*** Begin section ***

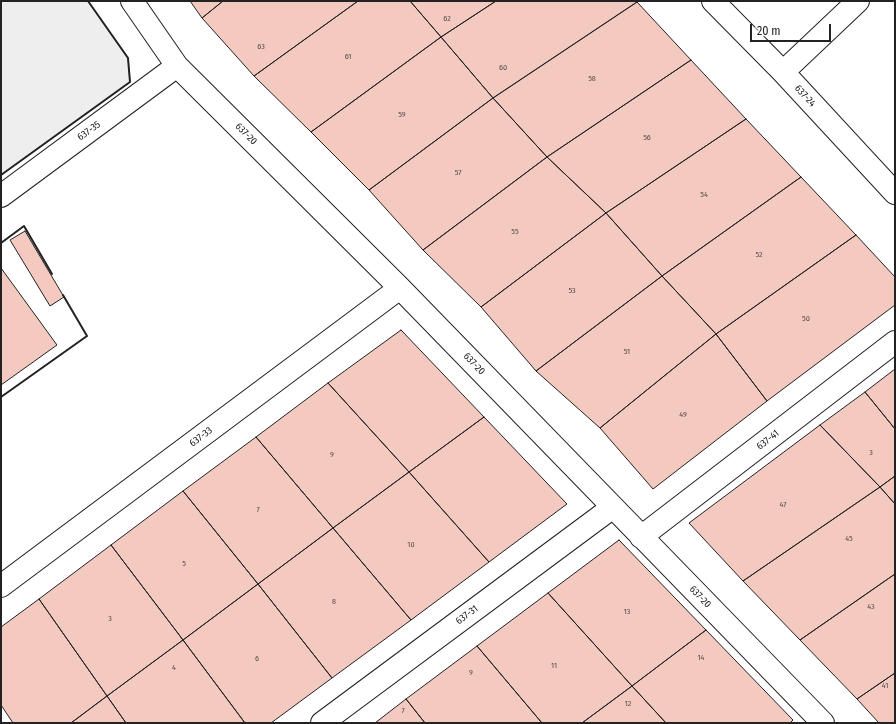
<!DOCTYPE html>
<html>
<head>
<meta charset="utf-8">
<style>
	body { margin:0 }
	#map { position:relative; width:896px; height:724px; overflow:hidden; background:#fff; font-family:"Fira Sans Condensed",sans-serif }
	canvas { display:block }
	.frame { position:absolute; inset:0; border:2px solid #222; pointer-events:none }
	.scale { position:absolute; left:750px; top:24px; width:81px; height:18px; box-sizing:border-box; border:2px solid #222; border-top:0; padding-left:5px; font-size:12px; line-height:14px; white-space:nowrap; color:#222; -webkit-text-stroke:3px #fff; paint-order:stroke }
</style>
</head>
<body>
<div id="map">
<canvas width="896" height="724"></canvas>
<div class="frame"></div>
<div class="scale">20 m</div>
</div>
<script>
const c = document.querySelector('canvas').getContext('2d');
c.lineJoin = 'round';
function fill(path, color) { c.fillStyle = color; c.fill(path, 'evenodd'); }
const toPath = rows => new Path2D(rows.map(r => 'M' + r).join(''));
function stroke(path, color, width, dash) { c.strokeStyle = color; c.lineWidth = width; c.lineCap = dash ? 'butt' : 'round'; c.setLineDash(dash || []); c.stroke(path); }
function write(font, color, halo, rows, align = 'center') {
  c.font = font + ' "Fira Sans Condensed",sans-serif'; c.lineWidth = 3; c.setLineDash([]); c.textBaseline = 'middle'; c.strokeStyle = halo; c.fillStyle = color; for (const [text, x, y, turn = 0] of rows) {
    c.save(); c.translate(x, y); c.rotate((+turn || 0) * Math.PI / 180); c.textAlign = isNaN(turn) ? turn : align; if (halo) c.strokeText(text, 0, 0); c.fillText(text, 0, 0); c.restore();
  }
}
const green = toPath([
	[1,1,88,1,128,58,130,82,1,175,1,1]
]);
const building = toPath([
	[190,1,223,1,202,18,190,1],
	[223,1,358,1,254,76,202,18,223,1],
	[358,1,410,1,441,37,311,132,254,76,358,1],
	[410,1,496,1,441,37,410,1],
	[496,1,636,1,637,2,493,98,441,37,496,1],
	[637,2,691,60,547,157,493,98,637,2],
	[441,37,493,98,369,190,311,132,441,37],
	[691,60,746,119,606,213,547,157,691,60],
	[493,98,547,157,423,250,369,190,493,98],
	[746,119,801,177,662,276,606,213,746,119],
	[547,157,606,213,481,307,423,250,547,157],
	[801,177,856,235,716,334,662,276,801,177],
	[606,213,662,276,536,371,481,307,606,213],
	[25,231,64,297,50,306,10,240,25,231],
	[856,235,895,277,895,305,767,401,716,334,856,235],
	[1,268,57,345,1,385,1,268],
	[662,276,716,334,600,428,536,371,662,276],
	[401,330,484,417,409,472,328,383,401,330],
	[716,334,767,401,653,489,600,428,716,334],
	[895,369,895,429,865,392,895,369],
	[328,383,409,472,333,528,256,437,328,383],
	[865,392,895,429,895,476,880,487,820,425,865,392],
	[484,417,567,504,489,562,409,472,484,417],
	[820,425,880,487,743,581,689,523,820,425],
	[256,437,333,528,258,584,183,491,256,437],
	[409,472,489,562,411,620,333,528,409,472],
	[895,476,895,504,880,487,895,476],
	[880,487,895,504,895,574,800,640,743,581,880,487],
	[183,491,258,584,183,640,111,545,183,491],
	[333,528,411,620,332,678,258,584,333,528],
	[619,540,706,630,632,686,548,593,619,540],
	[111,545,183,640,107,696,39,599,111,545],
	[895,574,895,673,857,699,800,640,895,574],
	[258,584,332,678,271,723,245,723,183,640,258,584],
	[548,593,632,686,582,723,542,723,477,646,548,593],
	[39,599,107,696,71,723,13,723,1,705,1,627,39,599],
	[706,630,793,720,790,723,666,723,632,686,706,630],
	[183,640,245,723,126,723,107,696,183,640],
	[477,646,542,723,425,723,406,699,477,646],
	[895,673,895,723,879,723,857,699,895,673],
	[632,686,666,723,582,723,632,686],
	[107,696,126,723,71,723,107,696],
	[406,699,425,723,375,723,406,699]
]);
const street = toPath([
	[132,1,177,66,400,288,823,723],
	[713,1,783,72,895,193],
	[783,72,858,1],
	[1,196,177,66],
	[641,537,895,342],
	[1,586,400,288],
	[322,723,613,507]
]);
const wall = toPath([
	[1,175,130,82,128,58,88,1],
	[1,243,24,226,52,274],
	[1,397,87,336,63,295]
]);
const numberNames = [
	["62",447,19],
	["63",261,47],
	["61",348,57],
	["60",503,68],
	["58",592,79],
	["59",402,115],
	["56",647,138],
	["57",458,173],
	["54",704,195],
	["55",515,232],
	["52",759,255],
	["53",572,291],
	["50",806,319],
	["51",627,352],
	["49",683,415],
	["3",871,453],
	["9",332,455],
	["47",783,505],
	["7",258,510],
	["45",849,539],
	["10",411,545],
	["5",184,564],
	["8",334,602],
	["43",871,607],
	["13",627,612],
	["3",110,619],
	["14",701,658],
	["6",257,659],
	["11",554,666],
	["4",174,668],
	["9",471,673],
	["41",885,686],
	["12",628,704],
	["7",403,711]
];
const streetNames = [
	["637-24",805,96,47],
	["637-35",89,131,-36],
	["637-20",246,134,45],
	["637-20",474,364,46],
	["637-33",201,437,-37],
	["637-41",768,440,-38],
	["637-20",700,597,46],
	["637-31",467,615,-37]
];
fill(green, '#eee');
stroke(green, '#6f6f6f', 1);
fill(building, '#f3c9c0');
stroke(building, '#222', 1);
stroke(street, '#222', 24);
stroke(street, '#fff', 22);
stroke(wall, '#222', 2);
write('8px', '#564c4a', null, numberNames);
write('10px', '#222', '#fff', streetNames);
</script>
</body>
</html>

*** End section ***

EXERCISE AIM => Say how many lines of the records include the word "toPath", and give nothing but the number.

REPLY TO THE TASK => 5